The SDF is mostly made up of the leftist Kurds of the YPG (People’s Protection Units). To it are attached a few northern Syrian Arab clans, though the number of Arabs in the SDF is likely greatly exaggerated. Rebranding the YPG as the SDF and trying to make it multi-cultural was the strategy of Barack Obama and his secretary of defense, Ash Carter. They embedded a few hundred US special operations troops with the YPG and began training and equipping them for an eventual assault on Raqqa. The leftist Kurds were happy to take on this task in alliance with the US because Daesh had been trying to take their territory and massacre them, as they had done to the Iraqi Kurds. As leftist Kurds they are the ideological opposite of the hyper-fundamentalist, largely Arab Daesh.

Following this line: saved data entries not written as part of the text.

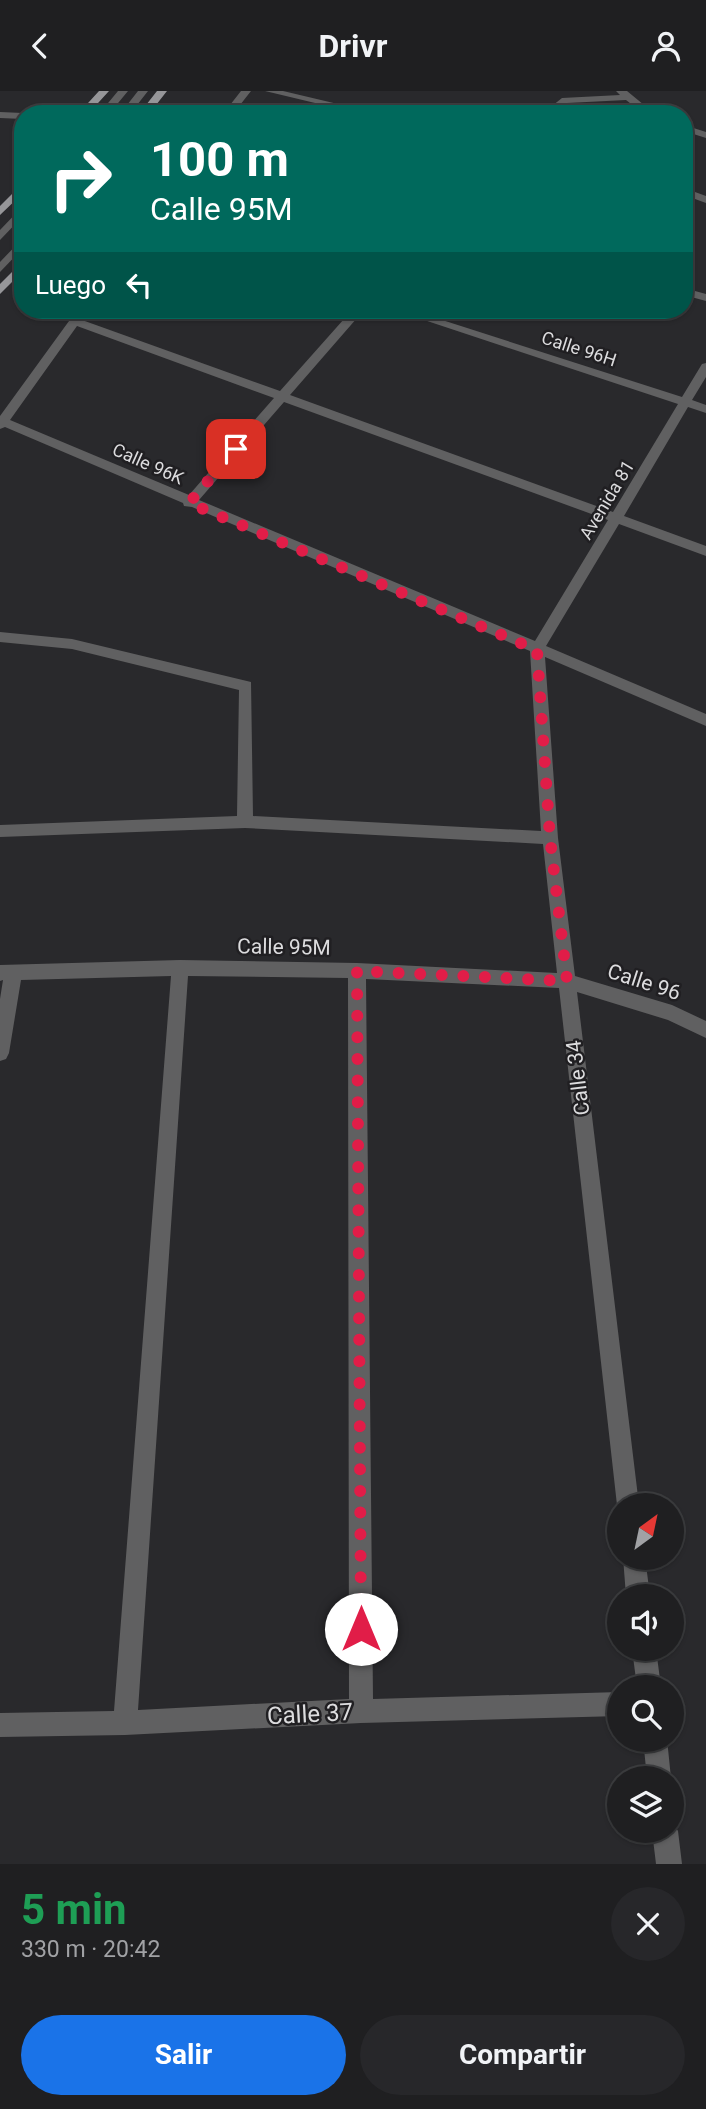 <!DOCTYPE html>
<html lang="es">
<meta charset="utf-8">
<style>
:root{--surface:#1f1f21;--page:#27272a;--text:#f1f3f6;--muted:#a1a2a5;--line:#3c3d3f;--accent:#1a73e8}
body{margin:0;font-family:Roboto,sans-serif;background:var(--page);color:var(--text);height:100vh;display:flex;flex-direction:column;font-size:26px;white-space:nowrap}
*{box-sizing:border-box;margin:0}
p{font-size:23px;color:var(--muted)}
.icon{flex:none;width:38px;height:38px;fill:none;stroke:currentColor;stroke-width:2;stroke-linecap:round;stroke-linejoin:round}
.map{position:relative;height:1773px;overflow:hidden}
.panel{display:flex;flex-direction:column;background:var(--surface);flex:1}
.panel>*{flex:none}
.banner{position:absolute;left:14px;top:14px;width:679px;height:214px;border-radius:28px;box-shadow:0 2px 5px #0004,0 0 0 2px var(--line);background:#00695c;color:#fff;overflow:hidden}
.needle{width:46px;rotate:33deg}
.buttons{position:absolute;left:607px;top:1402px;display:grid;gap:14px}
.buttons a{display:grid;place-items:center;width:77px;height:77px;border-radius:50%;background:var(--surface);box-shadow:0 2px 5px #0004,0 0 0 2px var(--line);font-size:35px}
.pin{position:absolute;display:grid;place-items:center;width:60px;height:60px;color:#fff;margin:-30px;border-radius:14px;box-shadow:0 4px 10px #0006}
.me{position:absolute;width:77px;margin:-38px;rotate:0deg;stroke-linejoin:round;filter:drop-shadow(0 0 5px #0008)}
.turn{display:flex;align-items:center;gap:24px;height:147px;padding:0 21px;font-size:32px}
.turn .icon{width:91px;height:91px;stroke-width:2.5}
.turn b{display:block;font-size:49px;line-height:60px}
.then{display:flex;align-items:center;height:66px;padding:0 21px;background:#0003;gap:14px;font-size:26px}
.round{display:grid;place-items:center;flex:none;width:74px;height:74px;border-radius:37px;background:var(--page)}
.overview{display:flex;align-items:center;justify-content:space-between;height:119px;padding:0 21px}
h1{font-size:42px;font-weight:700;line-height:52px;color:#1e9e55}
.button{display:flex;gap:14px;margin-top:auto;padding:14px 21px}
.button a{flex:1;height:80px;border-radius:42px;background:var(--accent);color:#fff;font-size:28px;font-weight:700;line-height:80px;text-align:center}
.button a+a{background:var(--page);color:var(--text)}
header{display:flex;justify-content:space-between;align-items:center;height:91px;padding:0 21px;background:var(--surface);font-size:32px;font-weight:700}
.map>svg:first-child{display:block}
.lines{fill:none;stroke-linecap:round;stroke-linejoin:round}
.minor{fill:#606061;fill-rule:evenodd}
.major{fill:#969699;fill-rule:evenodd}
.route{stroke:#e11d48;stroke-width:12;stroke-dasharray:0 21.6}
.labels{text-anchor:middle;stroke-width:5;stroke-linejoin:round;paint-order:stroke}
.far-street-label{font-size:18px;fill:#dcdcde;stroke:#201f22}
.street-label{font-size:21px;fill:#dcdcde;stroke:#201f22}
.near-street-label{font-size:24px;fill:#dcdcde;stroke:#201f22}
</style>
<header><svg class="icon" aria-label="back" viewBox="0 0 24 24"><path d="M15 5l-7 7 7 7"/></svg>Drivr<svg class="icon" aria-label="person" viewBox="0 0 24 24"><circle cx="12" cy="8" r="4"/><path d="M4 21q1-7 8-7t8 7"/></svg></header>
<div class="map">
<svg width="706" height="1773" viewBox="0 0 706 1773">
<rect width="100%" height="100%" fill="#29292c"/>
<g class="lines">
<path class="minor" d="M118,0H128L109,23H99Z
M138,0H148L130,23H120Z
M241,0H251L233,23H223Z
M265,0H283L380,23H361Z
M616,0H627L655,23H644L626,9L567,12L553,23H542L562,7L620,4Z
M0,21L23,22L26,23H23V28L0,27Z
M684,34L706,41V47L684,40Z
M684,97L706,105V112L684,104Z
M23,115V125L0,149V139Z
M23,147V157L0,181V171Z
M684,197L706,203V210L684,204Z
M77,219H89L82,229L280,300L352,219H364L290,304L613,421L678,313L394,219H411L682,306L702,273L706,272V286L692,309L706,314V322L688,316L624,425L706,455V465L619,433L546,555L706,623V635L545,566L558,747L575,885L672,914L706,930V947L668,929L577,901L639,1414H620V1420L617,1414L559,897L366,888L373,1608L620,1601V1625L361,1632L125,1644L0,1646V1622L114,1620L171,885L21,889L9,962L6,968L0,970V908L3,889L0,890V874L180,869L357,872L557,882L543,753L245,737L0,746V734L237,725L239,599L72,558L0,551V541L72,548L251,591L253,725L541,740L530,560L192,416L184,415L183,412L5,336L0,338V325ZM77,235L274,307L189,404L10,329ZM284,311L608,429L535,550L199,409ZM188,885L348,887L349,1608L138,1619Z
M623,1466H645L650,1505H626Z
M632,1558H656L661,1596H637Z
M643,1648H667L671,1687H647Z
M672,1730L678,1740L682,1773H656L652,1740H672Z"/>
<path class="major" d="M99,0H109L88,23H78Z
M157,0H167L149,23H139Z
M23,92V102L0,124V115Z
M23,170V180L0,203V193Z"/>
</g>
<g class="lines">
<path class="route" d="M236,358L189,412L537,559L550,747L567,890L357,880L361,1538"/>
</g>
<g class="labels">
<g class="far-street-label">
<text transform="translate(579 258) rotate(18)" y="6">Calle 96H</text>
<text transform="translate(148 373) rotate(24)" y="6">Calle 96K</text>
<text transform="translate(607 409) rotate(-59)" y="6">Avenida 81</text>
</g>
<g class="street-label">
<text transform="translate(284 856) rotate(1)" y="7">Calle 95M</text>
<text transform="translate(644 891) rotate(18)" y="7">Calle 96</text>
<text transform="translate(578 987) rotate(-97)" y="7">Calle 34</text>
</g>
<g class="near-street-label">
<text transform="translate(310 1623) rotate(-3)" y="8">Calle 37</text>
</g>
</g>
</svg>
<div class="buttons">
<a><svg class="needle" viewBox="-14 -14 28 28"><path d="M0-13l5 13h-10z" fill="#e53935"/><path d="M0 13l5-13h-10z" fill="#a1a2a5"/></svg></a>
<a><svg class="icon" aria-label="sound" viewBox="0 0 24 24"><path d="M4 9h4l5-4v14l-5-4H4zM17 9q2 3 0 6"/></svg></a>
<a><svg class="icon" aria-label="search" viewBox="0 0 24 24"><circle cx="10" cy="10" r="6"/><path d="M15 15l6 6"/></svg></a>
<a><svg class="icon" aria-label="layers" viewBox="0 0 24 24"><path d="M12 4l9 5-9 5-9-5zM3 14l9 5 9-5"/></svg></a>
</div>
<div class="pin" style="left:236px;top:358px;background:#d93025"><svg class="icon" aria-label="arrive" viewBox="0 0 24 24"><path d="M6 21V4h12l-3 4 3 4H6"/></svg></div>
<svg class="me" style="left:361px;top:1538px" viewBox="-20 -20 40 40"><circle r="19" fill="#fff"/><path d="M0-13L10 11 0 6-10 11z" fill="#e11d48"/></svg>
<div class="banner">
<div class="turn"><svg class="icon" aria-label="right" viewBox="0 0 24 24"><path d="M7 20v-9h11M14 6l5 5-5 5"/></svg><div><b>100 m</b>Calle 95M</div></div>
<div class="then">Luego<svg class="icon" aria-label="left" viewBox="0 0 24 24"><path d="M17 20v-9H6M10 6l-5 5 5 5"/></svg></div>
</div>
</div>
<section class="panel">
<div class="overview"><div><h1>5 min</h1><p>330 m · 20:42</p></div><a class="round"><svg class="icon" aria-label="close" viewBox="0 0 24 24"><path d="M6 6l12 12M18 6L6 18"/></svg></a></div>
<div class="button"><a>Salir</a><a>Compartir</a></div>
</section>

Secretary of Defense Jim Mattis studied the Obama/ Ash Carter strategy intensively. Likely Mattis got enormous pressure from Trump’s first National Security Adviser, Mike Flynn, to drop the Kurds. (Flynn was secretly working for a billionaire close to Turkish president Tayyip Erdogan and appears to have been in Ankara’s back pocket; and Ankara does not like Washington’s Kurdish strategy toward Daesh one little bit.). Still, in the end, Mattis decided to go forward with the strategy of his predecessors, with some minor tweaks, He increased the number of US Special Operations troops embedded with the Kurds somewhat, and he supplied the YPG with medium weaponry, over squawks from Turkey. And his Pentagon redoubled regional propaganda exaggerating the number of Arab tribal levies fighting alongside the Kurds in the “Syrian Democratic Forces.”
And now the SDF is bracing the “caliphate” in its own lair. That a key neighborhood of Raqqa has fallen is huge news. It is the second to be taken by the SDF, the first having been al-Sabahiya.
It is true that the Syrian province of Deir al-Zor remains to be taken even if Raqqa province falls. And that Daesh may hang on for a few more months in West Mosul. But given Daesh’s designation of Raqqa as a capital and given the fixation on north Syria as the site of a future apocalyptic battle (which it will now never be in a position to join), the morale implications of the Raqqa defeat for the minions of Daesh are enormous.
The SDF said that they had liberated the western neighborhood of al-Rumaniya in Raqqa after two days of fierce battles. Raqqa has been surrounded by the SDF for some time, but this is the first time the Kurds have announced the capture of a western neighborhood there.
The northern approaches of the city (most Kurdish YPG forces are north of Raqqa) are guarded by the “Division 17” army base, which was captured by Daesh in 2014. The Kurdish fighters are finding the assault on it slow going.
The SDF began its campaign in Raqqa province last November, gradually moving south and cutting off major supply routes to the Daesh capital.
The American public was so consumed in 2014 with Daesh and its sanguinary spectacles that it did an about-face and wanted then President Barack Obama to intervene in Iraq, despite their support for him in 2008 and 2012 having been premised in part on his opposition to . . . intervening in Iraq.
When Daesh took much of eastern Syria and northern and western Iraq in 2013-2014, it presented to then President Barack Obama perhaps his gravest foreign policy crisis. Despite how badly he wanted not to be bogged down in Middle East policy, he swung into action. He forced pugnacious Shiite nationalist Nouri al-Maliki out of office in Baghdad and helped usher in the more flexible Haydar al-Abadi. He rebuilt the Iraqi command in a bid to train up yet another Iraqi army to replace the one that collapsed and ran away from Daesh in June of 2014. He tacitly accepted the help of Iran and of pro-Iranian Shiite militias in the fight against Daesh in the meantime.
On the Syria side, he was rebuffed in his search for a regional land force that would take on Daesh in Raqqa and Deir al-Zor, where it was ensconced. Turkey was much more interested in taking on the PKK Kurds. The Gulf Cooperation Council nations offered their air forces to do some bombing in northern Iraq, but I don’t think they ever helped out against Raqqa in Syria.
It is Obama’s policy toward Daesh that is now finally bearing fruit. That policy may have been slower than desirable (certainly for the sake of Paris and Brussels). But it was eminently practical, and is now finally being implemented.